Board Games and mathematics

Summary: While some games are explicitly mathematical, others are implicitly governed by math.

Humans have been playing games for as long as they have been around. Johan Huizinga was the first to call the attention to the fact that play precedes culture. Board games, a very organized form of play, are part of human social nature. Human communities may differ in many ways, but they all play games. From the ancient Mancala, practiced for millennia in Africa, to our Monopoly, we find board games in many societies. Besides their cultural relevance—they are studied by anthropologists, historians, and others—board games are characterized by their sets of rules, which show mathematical structures and connections that are at times very surprising.

Game Classifications

Chess and Go come to mind as examples of traditional board games, and Monopoly and Scrabble are examples of proprietary games. The distinction between the two types of games is not always easy to identify. In chess, the movements of the pieces and the other rules are the main considerations. Chess is an abstract game, not considering the fact that it originally emulated a battle between two armies. Chess does have similarities with other games. When playing representational games like Monopoly or Diplomacy, players find themselves focusing on the possibilities and strategic choices, forgetting the particular settings. Accoring to David Parlett, positional games refer to games where pieces are played in a board or any other set of markings, as chess, checkers, and Go, and “theme” games are generally representational and commercial, like Monopoly and Diplomacy.

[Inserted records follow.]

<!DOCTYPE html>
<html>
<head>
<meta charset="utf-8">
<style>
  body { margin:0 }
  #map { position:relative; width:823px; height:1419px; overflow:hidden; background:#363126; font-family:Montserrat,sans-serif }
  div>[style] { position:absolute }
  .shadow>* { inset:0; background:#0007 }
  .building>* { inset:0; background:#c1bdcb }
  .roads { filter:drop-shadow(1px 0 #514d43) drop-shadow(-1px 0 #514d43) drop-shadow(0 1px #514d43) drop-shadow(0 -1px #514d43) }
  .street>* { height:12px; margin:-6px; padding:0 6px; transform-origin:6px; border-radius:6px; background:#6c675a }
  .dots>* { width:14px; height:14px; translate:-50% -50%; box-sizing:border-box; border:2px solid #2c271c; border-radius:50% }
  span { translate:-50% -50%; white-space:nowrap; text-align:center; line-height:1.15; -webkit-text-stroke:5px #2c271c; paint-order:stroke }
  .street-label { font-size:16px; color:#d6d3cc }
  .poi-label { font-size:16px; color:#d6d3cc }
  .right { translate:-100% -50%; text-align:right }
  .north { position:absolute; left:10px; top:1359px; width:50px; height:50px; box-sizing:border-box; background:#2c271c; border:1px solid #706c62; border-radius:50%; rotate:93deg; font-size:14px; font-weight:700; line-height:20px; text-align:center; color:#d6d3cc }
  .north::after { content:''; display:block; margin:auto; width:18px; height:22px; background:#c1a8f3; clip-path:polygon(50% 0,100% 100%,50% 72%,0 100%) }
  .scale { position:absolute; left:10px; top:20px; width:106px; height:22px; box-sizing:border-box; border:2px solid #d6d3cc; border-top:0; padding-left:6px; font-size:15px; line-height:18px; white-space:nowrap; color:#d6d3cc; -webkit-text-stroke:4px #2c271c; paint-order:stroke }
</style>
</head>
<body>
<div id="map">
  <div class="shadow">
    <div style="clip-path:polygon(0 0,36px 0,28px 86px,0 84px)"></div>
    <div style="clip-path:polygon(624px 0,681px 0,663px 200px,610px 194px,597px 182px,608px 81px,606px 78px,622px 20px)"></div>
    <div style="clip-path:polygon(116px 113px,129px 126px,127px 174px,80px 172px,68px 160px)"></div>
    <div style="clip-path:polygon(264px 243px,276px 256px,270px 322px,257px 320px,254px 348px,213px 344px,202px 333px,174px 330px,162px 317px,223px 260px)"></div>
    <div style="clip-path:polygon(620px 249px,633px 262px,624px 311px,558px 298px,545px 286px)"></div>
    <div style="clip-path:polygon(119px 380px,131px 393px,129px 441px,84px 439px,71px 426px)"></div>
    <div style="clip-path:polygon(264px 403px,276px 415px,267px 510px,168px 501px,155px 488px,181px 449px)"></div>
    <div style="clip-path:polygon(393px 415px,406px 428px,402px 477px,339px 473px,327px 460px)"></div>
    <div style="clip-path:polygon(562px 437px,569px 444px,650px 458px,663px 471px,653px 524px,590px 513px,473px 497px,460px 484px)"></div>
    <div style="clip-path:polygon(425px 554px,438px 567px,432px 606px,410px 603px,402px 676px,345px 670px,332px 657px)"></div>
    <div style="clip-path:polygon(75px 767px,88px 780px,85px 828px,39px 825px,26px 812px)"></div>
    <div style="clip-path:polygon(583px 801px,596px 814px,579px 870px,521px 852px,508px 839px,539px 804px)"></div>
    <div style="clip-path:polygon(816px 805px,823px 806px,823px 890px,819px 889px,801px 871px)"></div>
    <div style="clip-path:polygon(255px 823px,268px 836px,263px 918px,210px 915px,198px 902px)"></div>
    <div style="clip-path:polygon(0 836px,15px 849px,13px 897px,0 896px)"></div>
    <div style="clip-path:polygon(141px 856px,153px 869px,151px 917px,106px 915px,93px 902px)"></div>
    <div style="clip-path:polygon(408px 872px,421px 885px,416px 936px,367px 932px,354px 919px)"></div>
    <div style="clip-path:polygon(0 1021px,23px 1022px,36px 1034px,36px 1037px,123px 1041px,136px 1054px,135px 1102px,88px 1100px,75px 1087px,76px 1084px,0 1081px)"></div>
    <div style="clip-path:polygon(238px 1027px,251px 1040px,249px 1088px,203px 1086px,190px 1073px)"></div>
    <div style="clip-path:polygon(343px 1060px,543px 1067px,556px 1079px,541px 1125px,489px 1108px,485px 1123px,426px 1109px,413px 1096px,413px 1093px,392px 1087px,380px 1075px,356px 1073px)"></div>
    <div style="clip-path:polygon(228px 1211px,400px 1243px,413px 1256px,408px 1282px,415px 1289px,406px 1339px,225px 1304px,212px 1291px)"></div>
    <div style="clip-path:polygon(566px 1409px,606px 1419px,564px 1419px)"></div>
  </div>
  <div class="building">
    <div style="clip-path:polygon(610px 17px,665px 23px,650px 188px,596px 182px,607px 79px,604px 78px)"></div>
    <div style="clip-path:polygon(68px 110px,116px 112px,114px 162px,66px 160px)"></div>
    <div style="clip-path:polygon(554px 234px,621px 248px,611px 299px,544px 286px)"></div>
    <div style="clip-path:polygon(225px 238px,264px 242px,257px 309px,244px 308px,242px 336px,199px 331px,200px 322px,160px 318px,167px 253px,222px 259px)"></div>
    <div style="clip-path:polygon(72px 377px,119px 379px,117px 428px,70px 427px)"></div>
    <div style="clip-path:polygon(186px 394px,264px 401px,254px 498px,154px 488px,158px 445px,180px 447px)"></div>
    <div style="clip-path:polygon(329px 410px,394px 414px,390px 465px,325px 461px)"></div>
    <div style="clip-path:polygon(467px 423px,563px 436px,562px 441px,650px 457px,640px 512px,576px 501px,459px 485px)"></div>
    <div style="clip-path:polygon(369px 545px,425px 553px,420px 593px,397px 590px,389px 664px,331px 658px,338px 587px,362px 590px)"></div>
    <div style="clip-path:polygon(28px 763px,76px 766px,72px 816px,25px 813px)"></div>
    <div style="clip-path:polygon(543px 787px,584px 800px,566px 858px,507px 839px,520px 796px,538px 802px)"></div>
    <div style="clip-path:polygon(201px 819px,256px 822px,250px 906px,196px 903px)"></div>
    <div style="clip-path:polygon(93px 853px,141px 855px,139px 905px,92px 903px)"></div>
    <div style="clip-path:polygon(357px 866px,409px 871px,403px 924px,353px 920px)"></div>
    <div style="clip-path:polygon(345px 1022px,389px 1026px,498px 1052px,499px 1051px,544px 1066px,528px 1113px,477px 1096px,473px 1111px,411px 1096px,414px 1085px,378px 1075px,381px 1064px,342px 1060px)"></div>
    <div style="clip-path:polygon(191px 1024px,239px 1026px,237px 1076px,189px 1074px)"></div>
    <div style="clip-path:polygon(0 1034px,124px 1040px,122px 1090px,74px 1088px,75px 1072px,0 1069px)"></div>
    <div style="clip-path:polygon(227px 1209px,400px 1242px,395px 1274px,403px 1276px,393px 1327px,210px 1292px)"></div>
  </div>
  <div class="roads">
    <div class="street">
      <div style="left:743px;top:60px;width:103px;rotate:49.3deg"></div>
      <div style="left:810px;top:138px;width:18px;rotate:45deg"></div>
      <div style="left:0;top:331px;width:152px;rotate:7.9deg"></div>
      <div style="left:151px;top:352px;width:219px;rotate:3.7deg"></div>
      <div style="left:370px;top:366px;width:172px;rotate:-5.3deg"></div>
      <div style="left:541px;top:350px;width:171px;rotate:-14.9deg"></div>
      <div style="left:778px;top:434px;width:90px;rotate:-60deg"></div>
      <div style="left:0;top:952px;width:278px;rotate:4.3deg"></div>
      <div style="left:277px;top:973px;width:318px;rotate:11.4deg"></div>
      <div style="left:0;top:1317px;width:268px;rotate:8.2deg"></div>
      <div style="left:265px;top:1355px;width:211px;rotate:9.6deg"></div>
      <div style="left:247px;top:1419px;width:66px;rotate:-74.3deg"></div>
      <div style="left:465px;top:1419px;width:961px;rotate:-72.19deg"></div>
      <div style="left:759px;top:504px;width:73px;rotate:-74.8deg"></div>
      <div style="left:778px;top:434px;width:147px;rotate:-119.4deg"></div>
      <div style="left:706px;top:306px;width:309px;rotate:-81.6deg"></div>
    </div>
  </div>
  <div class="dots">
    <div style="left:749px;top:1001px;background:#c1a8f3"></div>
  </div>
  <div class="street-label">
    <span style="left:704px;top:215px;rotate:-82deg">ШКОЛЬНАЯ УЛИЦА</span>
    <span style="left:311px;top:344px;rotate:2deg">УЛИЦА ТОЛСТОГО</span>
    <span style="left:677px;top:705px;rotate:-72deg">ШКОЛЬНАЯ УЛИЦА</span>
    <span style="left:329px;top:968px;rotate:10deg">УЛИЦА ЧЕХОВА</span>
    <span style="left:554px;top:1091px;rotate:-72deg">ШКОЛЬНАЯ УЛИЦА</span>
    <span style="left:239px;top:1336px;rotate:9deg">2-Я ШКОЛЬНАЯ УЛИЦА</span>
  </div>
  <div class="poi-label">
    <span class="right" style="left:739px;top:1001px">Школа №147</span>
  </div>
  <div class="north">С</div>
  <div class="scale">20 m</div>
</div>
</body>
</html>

Board game classification has been inspired in the fact, first noted by H. J. R. Murray, that games are typical of early activities of man—the battle, the siege, the race, the hunt, alignment, arrangement, and counting. Parlett’s classification, which evolved from Murray’s and others, is as follows. In race games, the board is a linear track where each player tries to be the first to reach a particular cell or remove a set of pieces from the board. Most of the games under this category use dice or other randomizing devices, like Chutes & Ladders, Ludo, and Backgammon, but not all, such as Hare & Tortoise.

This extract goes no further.